E quando mai Gesù pregò in latino?
Noi dobbiamo seguire Gesù salvatore, morto e risorto. staccandoci da affetti culturali per questo o quel secolo.
Quante apparizioni mariane nei secoli! Quante esortazioni materne da parte della Madre!
Non si curò mai del latino. Anzi con Bernardetta Soubirous parlava in dialetto. Le insegnò tante cose fra cui la devota genuflessione e il segno della croce ma nessun accenno al latino.
Impossibile che Satana consideri divina una lingua. Magari riconosce il santo che scrisse quelle formule.
Il Maligno teme la santità non le formule.
Una cosa che colpisce è vedere cosa succede nelle altre religioni. Nei centri islamici organizzano corsi di arabo classico per dare la possibilità a tutti anche a chi ha una scolarità molto bassa di leggere il Corano. La memorizzazione del Corano poi è altamente apprezzata. Gli ebrei hanno resuscitato una lingua non più parlata ridandole vita come strumento di comunicazione quotidiana. I pensionati americani protestanti studiano il greco neotestamentario e l'ebraico biblico. In tutto il mondo ha preso piede un movimento che propone lo studio del sanscrito parlato.
https://en.wikipedia.org/wiki/Samskrita_Bharati
Mic ricorda nel suo bel libro come poi ci siano italiani che finiscono per recitare mantra in sancrito.
Solo la Chiesa Cattolica ha buttato a mare il latino. Si potrebbero organizzare corsi in tutte le parrocchie se la Chiesa fosse diversa. Il problema è che a proporlo si riceverebbero se va bene solo sorrisi di compatimento. è un altro dei doni del Concilio, un clero che per lo più disprezza il latino.

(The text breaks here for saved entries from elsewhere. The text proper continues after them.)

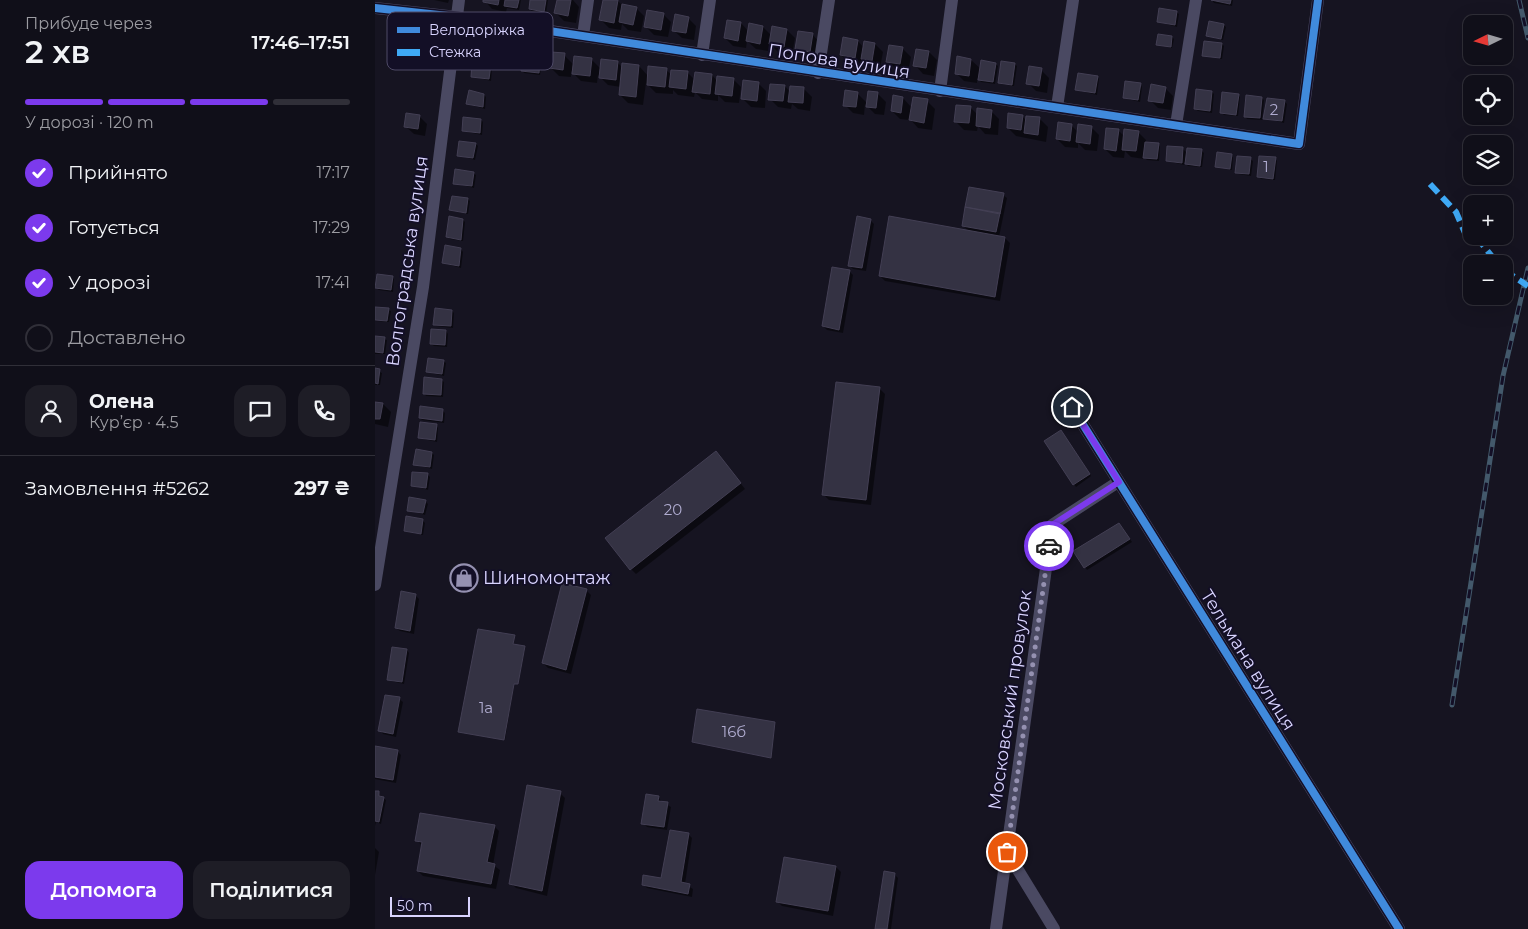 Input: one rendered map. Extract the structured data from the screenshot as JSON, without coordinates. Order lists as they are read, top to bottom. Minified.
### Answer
{"streets":{"street":["Попова вулиця","Волгоградська вулиця","Тельмана вулиця","Московський провулок"]},"crossings":[["Тельмана вулиця","Московський провулок"]],"places":{"shop":["Шиномонтаж"]},"house_numbers":["2","1","20","1а","16б"],"legend":["Велодоріжка","Стежка"],"scale_bar":"50 m","north":"left","page":{"heading":["2 хв","Прибуде через","17:46–17:51"],"panel":["Олена","Кур’єр · 4.5","Замовлення #5262","297 ₴"],"map_buttons":["+","−"],"bar":"У дорозі · 120 m","list":[["Прийнято","17:17"],["Готується","17:29"],["У дорозі","17:41"],"Доставлено"],"buttons":["Допомога","Поділитися"],"scale":"50 m"}} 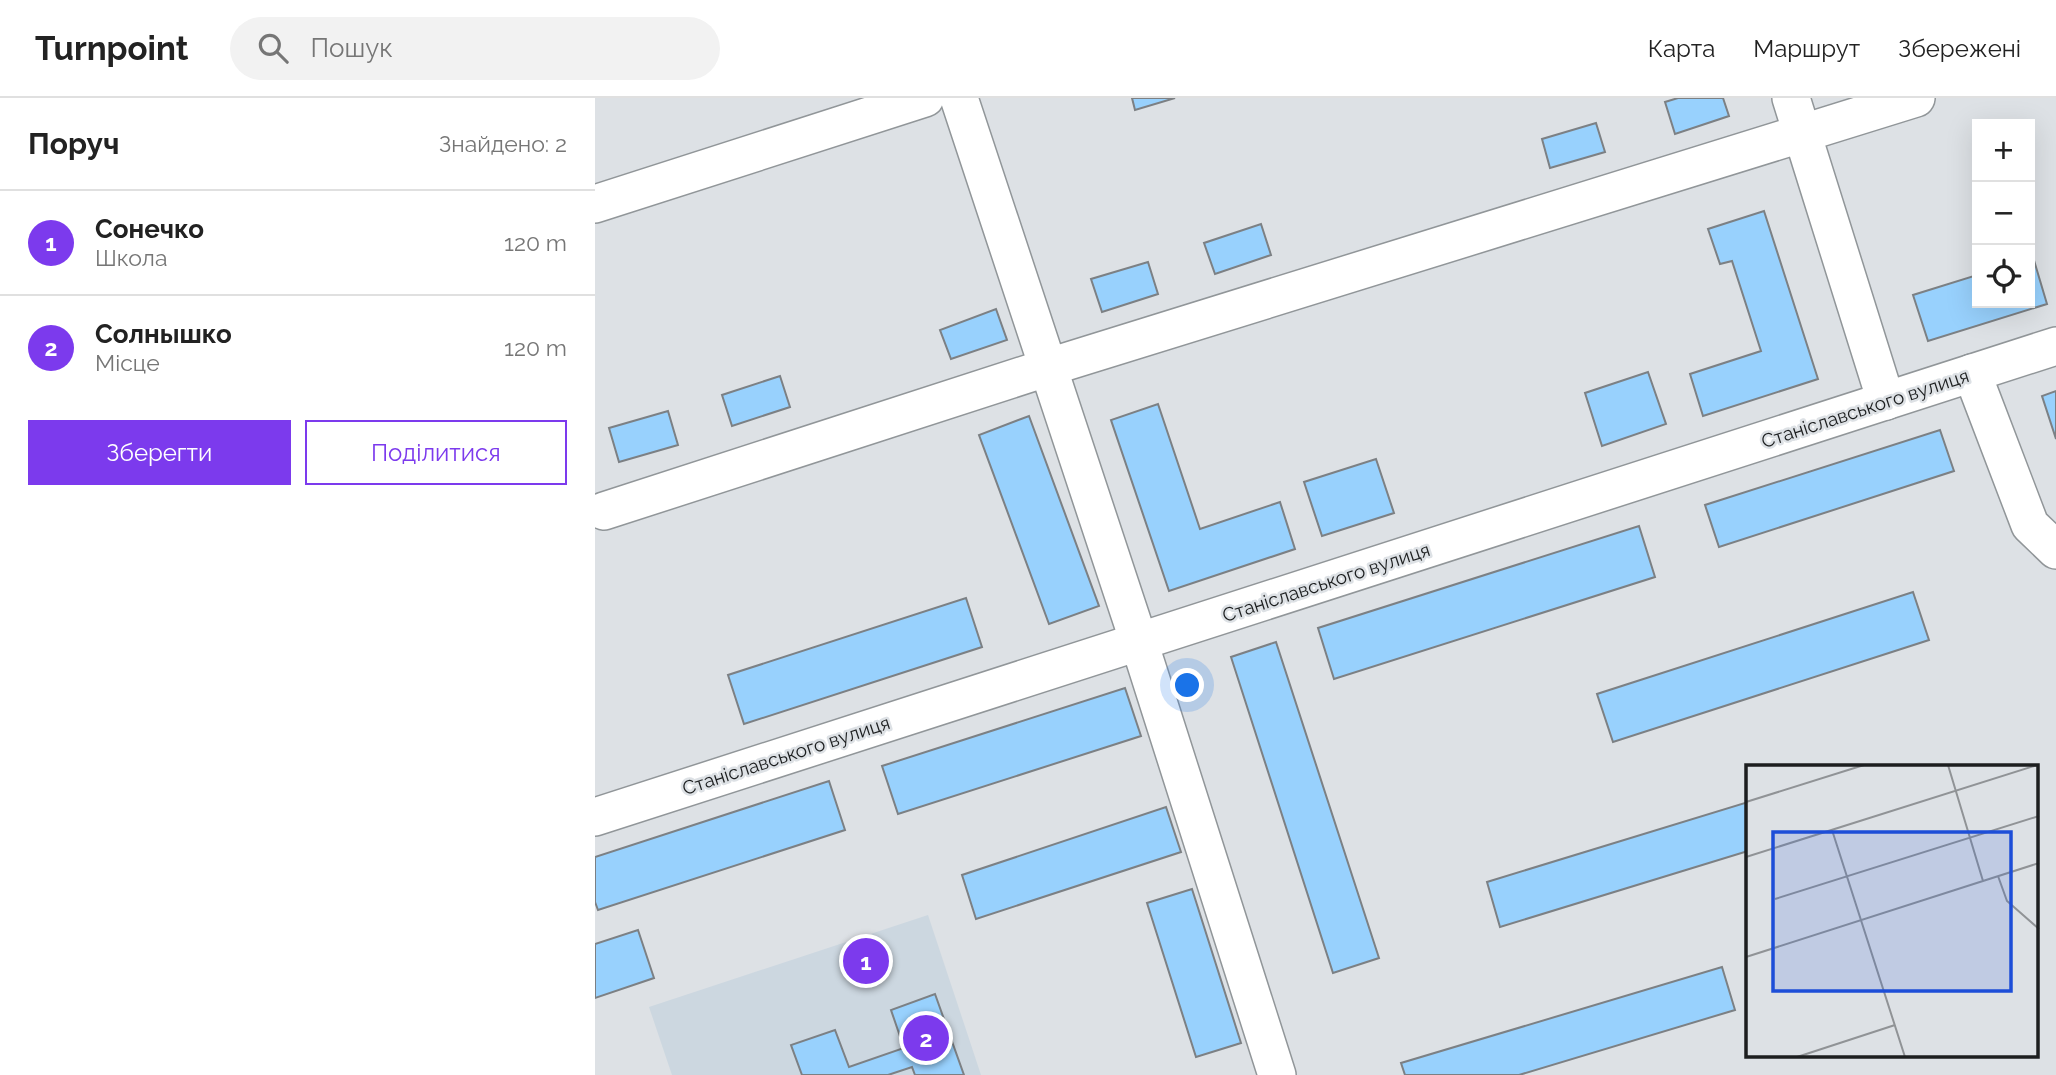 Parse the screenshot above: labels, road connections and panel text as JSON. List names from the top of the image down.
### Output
{
  "streets": {
    "street": ["Станіславського вулиця"]
  },
  "page": {
    "header": "Turnpoint",
    "search": "Пошук",
    "nav": ["Карта", "Маршрут", "Збережені"],
    "heading": ["Поруч", "Знайдено: 2"],
    "map_buttons": ["+", "−"],
    "list": [
      {
        "mark": "1",
        "name": "Сонечко",
        "note": "Школа",
        "value": "120 m"
      },
      {
        "mark": "2",
        "name": "Солнышко",
        "note": "Місце",
        "value": "120 m"
      }
    ],
    "buttons": ["Зберегти", "Поділитися"],
    "pins": ["1", "2"]
  }
}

C'è molto da replicare all'intervento 9:58, chiaramente sofista. Mi riservo di farlo più tardi. Intanto attendo le vostre osservazioni...
Il paradosso è che, proprio quando le persone hanno iniziato a viaggiare e a spostarsi di frequente verso altre nazioni, la Chiesa abbia deciso di eliminare quella lingua e quella Messa capace di unificare "materialmente" tutti i cattolici sotto lo stesso rito e lo stesso idioma.

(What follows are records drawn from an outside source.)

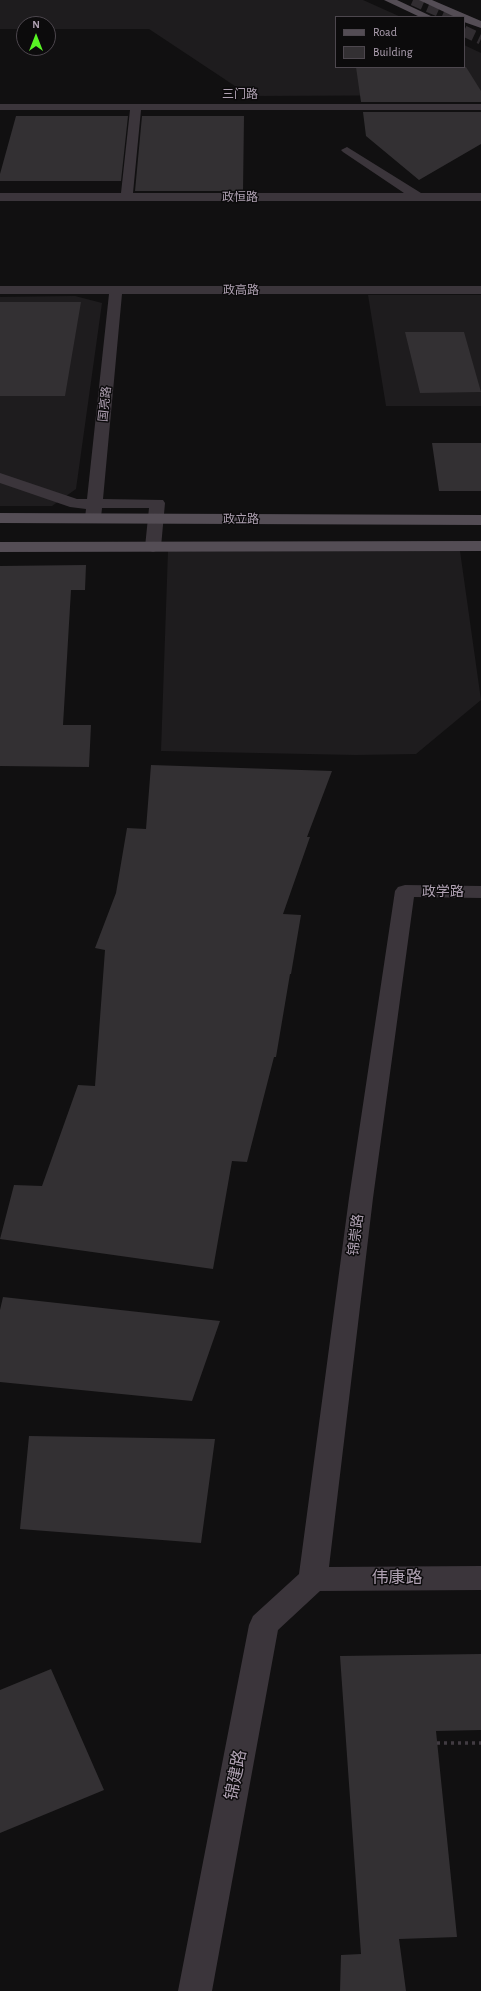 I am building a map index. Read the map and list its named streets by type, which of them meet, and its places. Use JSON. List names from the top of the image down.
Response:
{
  "streets": {
    "main road": ["政立路"],
    "street": [
      "三门路",
      "政恒路",
      "政高路",
      "国亮路",
      "政学路",
      "锦崇路",
      "伟康路",
      "锦建路"
    ]
  },
  "crossings": [
    ["政高路", "国亮路"],
    ["国亮路", "政立路"],
    ["政学路", "锦崇路"],
    ["锦崇路", "伟康路"],
    ["锦崇路", "锦建路"],
    ["伟康路", "锦建路"]
  ],
  "legend": ["Road", "Building"],
  "north": "top"
}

A chi ridicolizza la Messa in latino dicendo che non si capisce niente - ma oggi tutti sappiamo leggere e scrivere e Messali, fogli con traduzioni o al massimo internet sono accessibili a chiunque - ribatto di provare, come capitò a me anni fa, a seguire una Messa in Thailandia, ovviamente tutta in tailandese. Dove, oltre a non capire veramente nulla del suo svolgimento - il famoso e famigerato segno della pace non viene compiuto con le strette di mano, poiché il contatto fisico con estranei fra gli asiatici non è molto amato, bensì con un lieve inchino del capo verso i vicini - non era nemmeno possibile raccogliersi in un personale dialogo con Dio, poiché la Messa NO è un profluvio di parole che, se pronunciate in una lingua incomprensibile, fanno l'effetto di un concerto metal sotto alle finestre di casa alle 3 di notte.
"Le insegnò tante cose fra cui la devota genuflessione e il segno della croce ma nessun accenno al latino."

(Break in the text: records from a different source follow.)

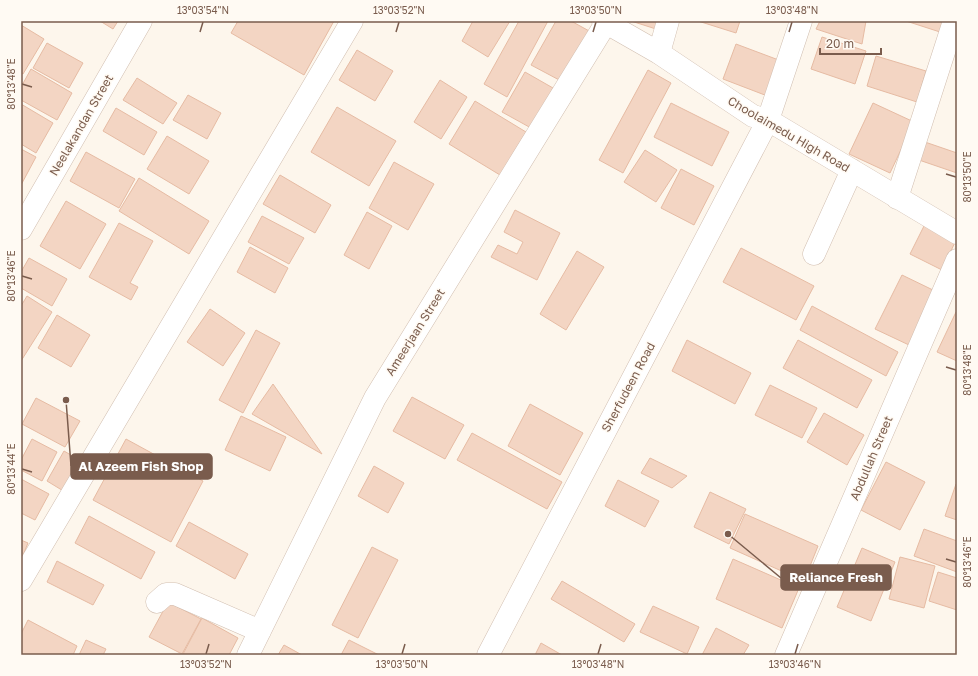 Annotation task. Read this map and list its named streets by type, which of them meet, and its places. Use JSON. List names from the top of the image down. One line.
{"streets":{"street":["Neelakandan Street","Choolaimedu High Road","Ameerjaan Street","Sherfudeen Road","Abdullah Street"]},"crossings":[["Choolaimedu High Road","Ameerjaan Street"],["Choolaimedu High Road","Sherfudeen Road"]],"places":["Al Azeem Fish Shop","Reliance Fresh"],"scale_bar":"20 m","coordinates":["13°03'54\"N","13°03'52\"N","13°03'50\"N","13°03'48\"N","80°13'48\"E","80°13'50\"E","80°13'46\"E","80°13'44\"E","13°03'46\"N"]} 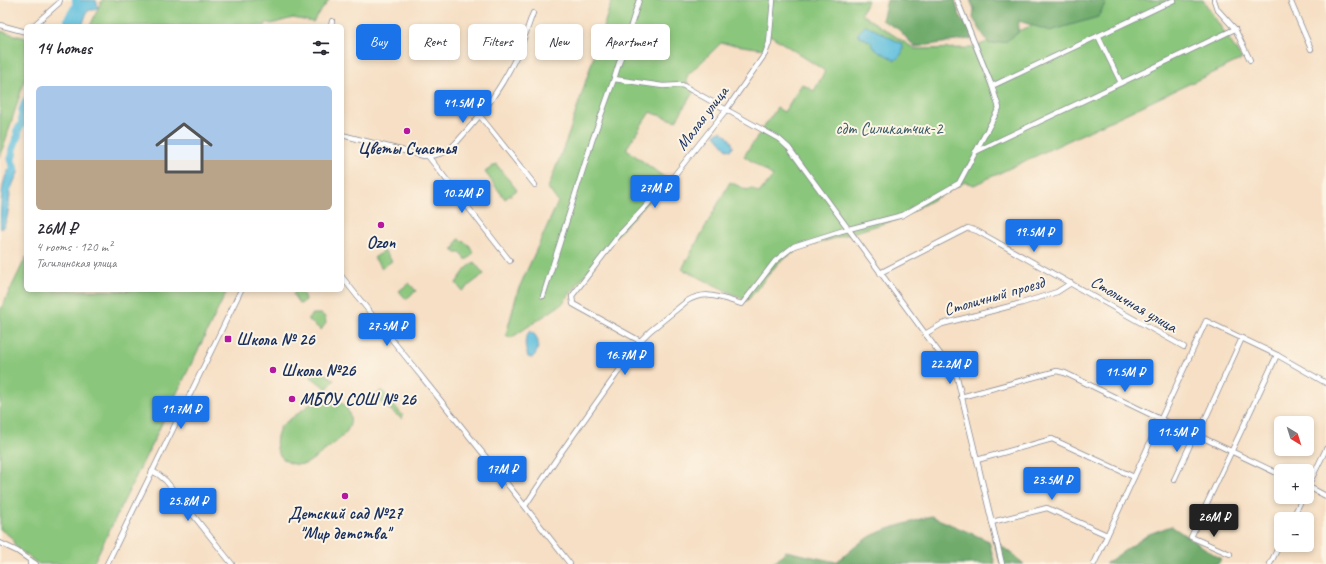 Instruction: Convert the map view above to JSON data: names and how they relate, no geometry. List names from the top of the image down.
{
  "streets": {
    "street": ["Малая улица", "Столичный проезд", "Столичная улица"]
  },
  "crossings": [
    ["Столичный проезд", "Столичная улица"]
  ],
  "parks": ["сдт Силикатчик-2"],
  "places": {
    "other": [
      "Цветы Счастья",
      "Ozon",
      "Школа №26",
      "МБОУ СОШ № 26",
      "Детский сад №27 \"Мир детства\""
    ],
    "transit": ["Школа № 26"]
  },
  "north": "bottom right",
  "page": {
    "chip": [
      "Buy",
      "Rent",
      "Filters",
      "New",
      "Apartment"
    ],
    "heading": "14 homes",
    "list": [
      {
        "name": "26M ₽",
        "note": "4 rooms · 120 m² · Тагилинская улица"
      }
    ],
    "price": [
      "41.5M ₽",
      "27M ₽",
      "10.2M ₽",
      "19.5M ₽",
      "27.5M ₽",
      "16.7M ₽",
      "22.2M ₽",
      "11.5M ₽",
      "11.7M ₽",
      "11.5M ₽",
      "17M ₽",
      "23.5M ₽",
      "25.8M ₽",
      "26M ₽"
    ],
    "map_buttons": ["+", "−"]
  }
}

E a quel tempo ce n'era forse bisogno?
Era forse stato abolito il latino nella S.Messa?
No, una tale assurdità non era neppure presa in minima considerazione.
Chiaro: la Madonna di certo non viene dal Cielo per dire cose inutilmente ovvie.
L'intervento delle 9.58 si smentisce con la semplice precisazione che il latino non è lingua sacra per una qualche (risibile) elezione divina, ma perchè ha i caratteri fondamentali della lingua sacra (così come il greco bizantino, lo slavo eccelesiastico etc.). Qui un intervento in materia: https://traditiomarciana.blogspot.com/2017/12/la-questione-della-lingua-nella-liturgia.html
Il latino è lingua attraverso la quale è avvenuta la prima evangelizzazione della europa, se vogliamo tralasciare l'ossatura che insieme al greco diede in ambito religioso, filosofico, giuridico, culturale a tutta la civiltà europea. Che poi il Signore, Maria Santissima, non abbiano difficoltà alcuna ad esprimersi in tutti gli idiomi, non fa meraviglia.
Fa invece meraviglia non renderci conto del significato della perdita di questo patrimonio, anche solo a livello elementare di popolo.
Lo studio del latino è strettamente legato alla morfologia ed alla sintassi dell'italiano e di molte altre lingue.
Per strano che possa sembrare, la sparizione del latino ha caricato la morfologia e la sintassi italiana di tante regole e sotto regole incomprensibili, diventando invece esse comprensibili nella loro origine e vita con lo studio del latino, che diventa una sorta di loro esemplificazione.
La scomparsa del latino ha portato in auge tanti termini 'scientifici' che vengono dal greco, ancor più difficili da intuire.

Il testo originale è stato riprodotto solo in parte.